Por desgracia, la aproximación de la cinta a los personajes de Austen resulta excesivamente superficial, dando como fruto unos diálogos y situaciones que no pasan del mero cliché y la caricatura. Verbigracia, las cinco hermanas Bennet son bastante monas, pero en todo momento se nos está diciendo lo poco agraciadas que son. Además, hay detalles que parecen pergeñados por algún adolescente imaginativo que pretenda hacer un comic con sus colegas del instituto: la introducción de las artes marciales estudiadas en China y Japón chirría lo indecible.
Un gran problema del film, como señalábamos arriba, es su afán por querer tocar demasiados palos, sin terminar de definirse totalmente. En consecuencia, el público femenino que acuda a su visionado atraído por su contenido romántico y cursi (“El amor es el arma más peligrosa”, se llega a afirmar en una escena) saldrá espantado por la sangre y las moderneces visuales al servicio de la violencia; por el contrario, los amantes de los zombis sufrirán en sus carnes el aburrimiento de la cháchara victoriana y su lenguaje recargado, y les importarán bien pocos los pactos entre las familias protagonistas para conseguir un buen casamiento. En definitiva, es bastante probable que hacia la mitad del metraje no quede nadie en la sala de proyección que siga con atención lo que se está narrando.
Aunque resulta curioso ver cómo la buena educación británica de aquella época convive con un concepto tan fétido como el de los muertos vivientes, la película fracasa en ofrecer un entretenimiento digno. La explicación histórica que se nos da en sus primeros compases da bastante risa, y luego los zombis que aparecen tampoco se ajustan demasiado al canon: hablan, ponen trampas para los humanos, se transforman a medias hasta que prueban los cerebros de sus antiguos congéneres... Demasiados cambios para los puristas del género, nos tememos.
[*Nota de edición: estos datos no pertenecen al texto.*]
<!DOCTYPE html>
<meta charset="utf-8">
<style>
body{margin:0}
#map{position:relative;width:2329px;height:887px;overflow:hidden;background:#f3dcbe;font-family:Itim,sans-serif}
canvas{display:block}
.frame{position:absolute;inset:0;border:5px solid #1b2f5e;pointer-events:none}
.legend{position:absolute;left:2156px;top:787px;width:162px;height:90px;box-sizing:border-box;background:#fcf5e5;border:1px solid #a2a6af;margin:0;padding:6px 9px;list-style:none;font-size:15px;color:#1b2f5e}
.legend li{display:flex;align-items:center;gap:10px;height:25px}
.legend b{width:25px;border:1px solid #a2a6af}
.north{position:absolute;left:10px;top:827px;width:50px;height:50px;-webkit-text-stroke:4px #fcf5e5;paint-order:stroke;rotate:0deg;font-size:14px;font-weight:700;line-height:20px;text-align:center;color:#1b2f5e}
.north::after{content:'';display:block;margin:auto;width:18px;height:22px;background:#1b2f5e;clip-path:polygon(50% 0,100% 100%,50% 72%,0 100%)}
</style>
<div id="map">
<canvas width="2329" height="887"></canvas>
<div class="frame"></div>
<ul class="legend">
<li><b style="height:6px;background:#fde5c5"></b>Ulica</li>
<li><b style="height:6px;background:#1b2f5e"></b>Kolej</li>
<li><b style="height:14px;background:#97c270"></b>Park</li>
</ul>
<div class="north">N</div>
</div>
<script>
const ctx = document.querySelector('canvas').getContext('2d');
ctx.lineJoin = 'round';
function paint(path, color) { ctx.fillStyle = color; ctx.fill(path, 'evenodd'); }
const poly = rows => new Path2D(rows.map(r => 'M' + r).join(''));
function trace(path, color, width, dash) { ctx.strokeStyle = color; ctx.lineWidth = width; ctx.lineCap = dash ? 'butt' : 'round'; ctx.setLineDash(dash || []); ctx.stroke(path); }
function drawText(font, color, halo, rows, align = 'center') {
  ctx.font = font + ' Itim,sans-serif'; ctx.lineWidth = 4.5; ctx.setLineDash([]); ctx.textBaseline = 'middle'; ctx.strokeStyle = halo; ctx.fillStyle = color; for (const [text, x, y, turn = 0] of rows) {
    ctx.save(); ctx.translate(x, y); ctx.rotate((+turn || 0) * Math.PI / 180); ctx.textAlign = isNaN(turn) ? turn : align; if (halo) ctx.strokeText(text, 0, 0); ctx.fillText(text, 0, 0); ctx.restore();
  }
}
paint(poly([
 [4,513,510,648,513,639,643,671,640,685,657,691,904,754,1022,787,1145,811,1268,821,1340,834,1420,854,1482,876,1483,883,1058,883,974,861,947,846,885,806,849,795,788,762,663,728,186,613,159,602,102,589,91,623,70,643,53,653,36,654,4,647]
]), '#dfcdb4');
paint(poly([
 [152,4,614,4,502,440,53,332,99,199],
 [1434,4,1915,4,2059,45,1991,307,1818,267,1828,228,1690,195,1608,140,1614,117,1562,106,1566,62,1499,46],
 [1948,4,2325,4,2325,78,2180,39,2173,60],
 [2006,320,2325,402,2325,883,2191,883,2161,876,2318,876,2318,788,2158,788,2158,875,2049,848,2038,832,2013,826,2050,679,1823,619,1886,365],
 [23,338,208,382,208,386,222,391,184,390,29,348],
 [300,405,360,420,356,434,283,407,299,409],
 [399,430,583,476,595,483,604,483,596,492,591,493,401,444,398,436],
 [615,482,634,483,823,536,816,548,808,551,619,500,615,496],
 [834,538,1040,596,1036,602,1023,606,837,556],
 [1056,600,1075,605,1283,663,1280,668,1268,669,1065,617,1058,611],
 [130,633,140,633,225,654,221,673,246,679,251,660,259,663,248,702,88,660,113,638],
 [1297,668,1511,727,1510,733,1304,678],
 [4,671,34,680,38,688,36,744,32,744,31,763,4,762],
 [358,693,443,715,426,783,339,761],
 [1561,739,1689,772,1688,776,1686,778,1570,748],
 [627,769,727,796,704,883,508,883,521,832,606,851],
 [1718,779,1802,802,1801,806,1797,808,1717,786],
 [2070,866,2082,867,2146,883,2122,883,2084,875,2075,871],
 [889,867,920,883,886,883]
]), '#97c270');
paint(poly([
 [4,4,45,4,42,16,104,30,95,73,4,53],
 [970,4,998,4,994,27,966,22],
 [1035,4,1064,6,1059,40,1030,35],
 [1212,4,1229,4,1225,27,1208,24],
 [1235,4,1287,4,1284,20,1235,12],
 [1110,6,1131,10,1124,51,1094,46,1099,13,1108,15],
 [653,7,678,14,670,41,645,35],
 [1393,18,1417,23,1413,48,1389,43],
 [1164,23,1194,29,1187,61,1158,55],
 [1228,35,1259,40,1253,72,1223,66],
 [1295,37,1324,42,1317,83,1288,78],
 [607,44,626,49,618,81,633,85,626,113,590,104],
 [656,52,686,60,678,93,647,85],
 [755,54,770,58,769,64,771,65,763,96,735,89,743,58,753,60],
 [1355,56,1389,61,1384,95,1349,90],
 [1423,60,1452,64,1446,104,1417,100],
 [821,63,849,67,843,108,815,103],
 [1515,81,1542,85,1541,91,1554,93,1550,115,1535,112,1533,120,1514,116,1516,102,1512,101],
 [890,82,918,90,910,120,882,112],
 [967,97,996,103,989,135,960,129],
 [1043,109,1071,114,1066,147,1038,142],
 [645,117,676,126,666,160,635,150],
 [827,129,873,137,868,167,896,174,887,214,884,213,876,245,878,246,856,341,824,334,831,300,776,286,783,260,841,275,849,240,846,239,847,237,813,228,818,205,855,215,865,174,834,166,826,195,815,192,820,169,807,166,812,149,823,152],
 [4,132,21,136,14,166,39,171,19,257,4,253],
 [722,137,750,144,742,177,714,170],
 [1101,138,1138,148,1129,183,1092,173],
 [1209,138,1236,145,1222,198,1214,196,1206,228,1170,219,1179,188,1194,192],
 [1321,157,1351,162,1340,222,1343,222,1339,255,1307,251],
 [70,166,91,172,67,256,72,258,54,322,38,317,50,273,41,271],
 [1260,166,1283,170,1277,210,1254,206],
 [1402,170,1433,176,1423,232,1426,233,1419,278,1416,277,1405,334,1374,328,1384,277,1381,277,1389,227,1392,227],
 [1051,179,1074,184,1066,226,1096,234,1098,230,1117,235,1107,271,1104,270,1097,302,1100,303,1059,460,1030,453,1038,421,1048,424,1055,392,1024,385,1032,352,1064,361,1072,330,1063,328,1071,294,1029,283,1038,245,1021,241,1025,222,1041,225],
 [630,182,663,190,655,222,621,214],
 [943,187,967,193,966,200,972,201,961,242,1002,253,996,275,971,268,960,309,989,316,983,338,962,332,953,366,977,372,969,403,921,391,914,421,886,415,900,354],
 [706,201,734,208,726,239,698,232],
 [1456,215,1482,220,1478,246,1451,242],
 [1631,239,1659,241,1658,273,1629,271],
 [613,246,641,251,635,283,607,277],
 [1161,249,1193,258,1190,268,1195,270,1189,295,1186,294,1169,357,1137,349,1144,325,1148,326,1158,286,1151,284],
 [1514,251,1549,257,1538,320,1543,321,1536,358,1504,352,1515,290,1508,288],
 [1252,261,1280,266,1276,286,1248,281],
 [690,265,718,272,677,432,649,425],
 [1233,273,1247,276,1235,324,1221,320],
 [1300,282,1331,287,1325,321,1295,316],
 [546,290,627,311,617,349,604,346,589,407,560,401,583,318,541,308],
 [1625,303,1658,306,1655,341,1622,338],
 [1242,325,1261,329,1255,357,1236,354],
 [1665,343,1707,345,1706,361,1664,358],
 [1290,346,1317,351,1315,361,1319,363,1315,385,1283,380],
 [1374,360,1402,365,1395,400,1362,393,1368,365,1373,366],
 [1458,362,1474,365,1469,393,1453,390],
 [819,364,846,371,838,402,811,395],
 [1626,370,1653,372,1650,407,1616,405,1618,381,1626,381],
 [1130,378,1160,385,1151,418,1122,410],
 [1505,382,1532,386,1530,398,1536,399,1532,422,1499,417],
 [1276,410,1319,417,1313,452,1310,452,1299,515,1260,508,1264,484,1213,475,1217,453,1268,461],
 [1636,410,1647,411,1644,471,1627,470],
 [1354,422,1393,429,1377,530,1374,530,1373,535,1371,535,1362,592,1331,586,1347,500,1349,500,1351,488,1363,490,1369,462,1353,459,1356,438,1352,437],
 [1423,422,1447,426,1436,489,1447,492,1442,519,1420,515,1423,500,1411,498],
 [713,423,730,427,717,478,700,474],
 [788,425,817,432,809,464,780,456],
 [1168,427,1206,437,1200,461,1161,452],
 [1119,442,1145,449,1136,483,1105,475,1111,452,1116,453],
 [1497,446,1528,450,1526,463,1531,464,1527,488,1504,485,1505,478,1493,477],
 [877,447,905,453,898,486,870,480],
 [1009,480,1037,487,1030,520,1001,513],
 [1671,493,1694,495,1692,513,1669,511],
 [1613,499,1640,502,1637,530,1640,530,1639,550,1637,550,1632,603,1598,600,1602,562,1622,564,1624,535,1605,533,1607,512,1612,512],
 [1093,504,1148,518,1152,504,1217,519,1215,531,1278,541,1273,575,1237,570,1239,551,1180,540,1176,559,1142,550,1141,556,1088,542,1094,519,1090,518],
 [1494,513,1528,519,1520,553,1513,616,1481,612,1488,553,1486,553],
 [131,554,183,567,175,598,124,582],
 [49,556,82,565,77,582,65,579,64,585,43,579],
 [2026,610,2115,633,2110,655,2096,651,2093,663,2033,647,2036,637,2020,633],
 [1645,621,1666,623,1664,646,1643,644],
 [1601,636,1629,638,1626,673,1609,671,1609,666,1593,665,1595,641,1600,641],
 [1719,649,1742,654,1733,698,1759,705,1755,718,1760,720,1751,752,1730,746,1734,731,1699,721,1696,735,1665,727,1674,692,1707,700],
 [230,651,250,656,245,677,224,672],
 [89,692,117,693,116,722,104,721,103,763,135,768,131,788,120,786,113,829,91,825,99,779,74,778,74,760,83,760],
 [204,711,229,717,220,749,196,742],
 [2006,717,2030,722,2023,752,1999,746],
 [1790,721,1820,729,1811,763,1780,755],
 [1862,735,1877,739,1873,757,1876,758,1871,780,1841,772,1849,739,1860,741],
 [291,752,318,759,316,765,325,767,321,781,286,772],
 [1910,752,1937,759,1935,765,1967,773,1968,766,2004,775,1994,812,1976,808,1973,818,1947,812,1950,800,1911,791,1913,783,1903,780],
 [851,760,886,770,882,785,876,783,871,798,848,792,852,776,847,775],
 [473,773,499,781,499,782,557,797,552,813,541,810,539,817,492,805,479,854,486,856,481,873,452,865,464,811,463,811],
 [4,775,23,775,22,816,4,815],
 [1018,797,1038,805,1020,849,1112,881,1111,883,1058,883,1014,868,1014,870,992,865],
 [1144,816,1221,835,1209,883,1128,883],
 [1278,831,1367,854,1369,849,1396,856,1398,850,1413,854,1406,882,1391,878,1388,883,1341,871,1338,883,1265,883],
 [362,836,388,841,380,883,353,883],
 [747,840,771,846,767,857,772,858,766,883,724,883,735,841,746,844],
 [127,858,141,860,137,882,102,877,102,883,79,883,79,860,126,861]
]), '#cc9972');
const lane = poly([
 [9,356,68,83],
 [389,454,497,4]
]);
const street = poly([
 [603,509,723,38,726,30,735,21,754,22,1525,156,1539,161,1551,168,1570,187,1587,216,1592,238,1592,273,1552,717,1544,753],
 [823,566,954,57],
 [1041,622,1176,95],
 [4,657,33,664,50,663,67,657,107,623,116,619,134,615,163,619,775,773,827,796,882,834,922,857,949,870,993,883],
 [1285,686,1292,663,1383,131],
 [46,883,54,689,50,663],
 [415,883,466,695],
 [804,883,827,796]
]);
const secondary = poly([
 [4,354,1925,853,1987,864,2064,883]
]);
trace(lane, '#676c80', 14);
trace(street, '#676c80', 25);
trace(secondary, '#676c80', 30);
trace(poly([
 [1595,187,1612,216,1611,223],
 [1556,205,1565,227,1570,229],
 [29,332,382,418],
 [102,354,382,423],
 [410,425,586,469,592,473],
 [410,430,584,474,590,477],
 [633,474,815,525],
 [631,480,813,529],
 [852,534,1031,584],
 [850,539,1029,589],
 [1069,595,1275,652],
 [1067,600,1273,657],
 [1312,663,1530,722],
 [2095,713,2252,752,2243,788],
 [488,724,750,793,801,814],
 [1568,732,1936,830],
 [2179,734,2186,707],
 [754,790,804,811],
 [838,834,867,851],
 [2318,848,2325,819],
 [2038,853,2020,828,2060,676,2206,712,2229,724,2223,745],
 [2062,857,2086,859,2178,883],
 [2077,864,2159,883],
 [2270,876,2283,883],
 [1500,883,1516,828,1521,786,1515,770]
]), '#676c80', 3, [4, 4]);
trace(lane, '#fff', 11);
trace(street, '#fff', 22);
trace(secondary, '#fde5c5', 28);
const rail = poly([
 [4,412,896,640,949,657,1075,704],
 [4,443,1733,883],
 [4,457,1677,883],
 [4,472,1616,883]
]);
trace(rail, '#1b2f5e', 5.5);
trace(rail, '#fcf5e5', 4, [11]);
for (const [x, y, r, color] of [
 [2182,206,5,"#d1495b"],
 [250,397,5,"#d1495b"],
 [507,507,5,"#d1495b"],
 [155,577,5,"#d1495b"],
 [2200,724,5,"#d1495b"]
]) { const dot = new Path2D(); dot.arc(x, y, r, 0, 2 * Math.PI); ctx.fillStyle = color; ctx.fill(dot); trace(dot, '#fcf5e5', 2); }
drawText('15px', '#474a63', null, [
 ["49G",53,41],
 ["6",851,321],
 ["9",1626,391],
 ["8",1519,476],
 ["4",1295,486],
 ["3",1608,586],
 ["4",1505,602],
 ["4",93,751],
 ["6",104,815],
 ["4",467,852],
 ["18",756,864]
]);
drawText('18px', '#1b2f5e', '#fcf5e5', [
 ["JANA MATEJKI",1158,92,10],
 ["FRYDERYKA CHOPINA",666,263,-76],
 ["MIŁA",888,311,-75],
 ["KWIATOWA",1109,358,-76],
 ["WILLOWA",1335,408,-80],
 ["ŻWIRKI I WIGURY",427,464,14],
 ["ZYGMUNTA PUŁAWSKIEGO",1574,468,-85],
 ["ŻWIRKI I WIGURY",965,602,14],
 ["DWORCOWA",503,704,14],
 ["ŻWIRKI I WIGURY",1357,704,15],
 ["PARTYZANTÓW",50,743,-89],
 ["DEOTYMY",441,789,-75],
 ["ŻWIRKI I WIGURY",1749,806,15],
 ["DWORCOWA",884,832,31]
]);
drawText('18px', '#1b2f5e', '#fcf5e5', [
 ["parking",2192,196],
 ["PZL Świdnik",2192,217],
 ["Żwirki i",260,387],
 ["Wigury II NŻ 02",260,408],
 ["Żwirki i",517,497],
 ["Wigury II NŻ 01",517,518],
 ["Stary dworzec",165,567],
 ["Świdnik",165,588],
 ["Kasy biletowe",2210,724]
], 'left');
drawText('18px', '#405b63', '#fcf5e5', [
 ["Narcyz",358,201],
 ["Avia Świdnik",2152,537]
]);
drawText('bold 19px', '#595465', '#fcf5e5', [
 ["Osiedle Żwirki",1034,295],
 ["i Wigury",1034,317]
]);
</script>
El ambiente de opereta no solo se limita a la historia, sino también a los escenarios, pese a que se respira un empeño por ocultarlo a toda cosa. El bajo presupuesto, sin embargo, no ha sido óbice para que se haya podido echar mano, intuimos que algo a la desesperada, de dos actores de Juego de tronos (Charles Dance y Lena Headey) para que con sus breves papeles llamen algo la atención sobre un producto torpe, que no sabe encontrar su lugar y decepciona.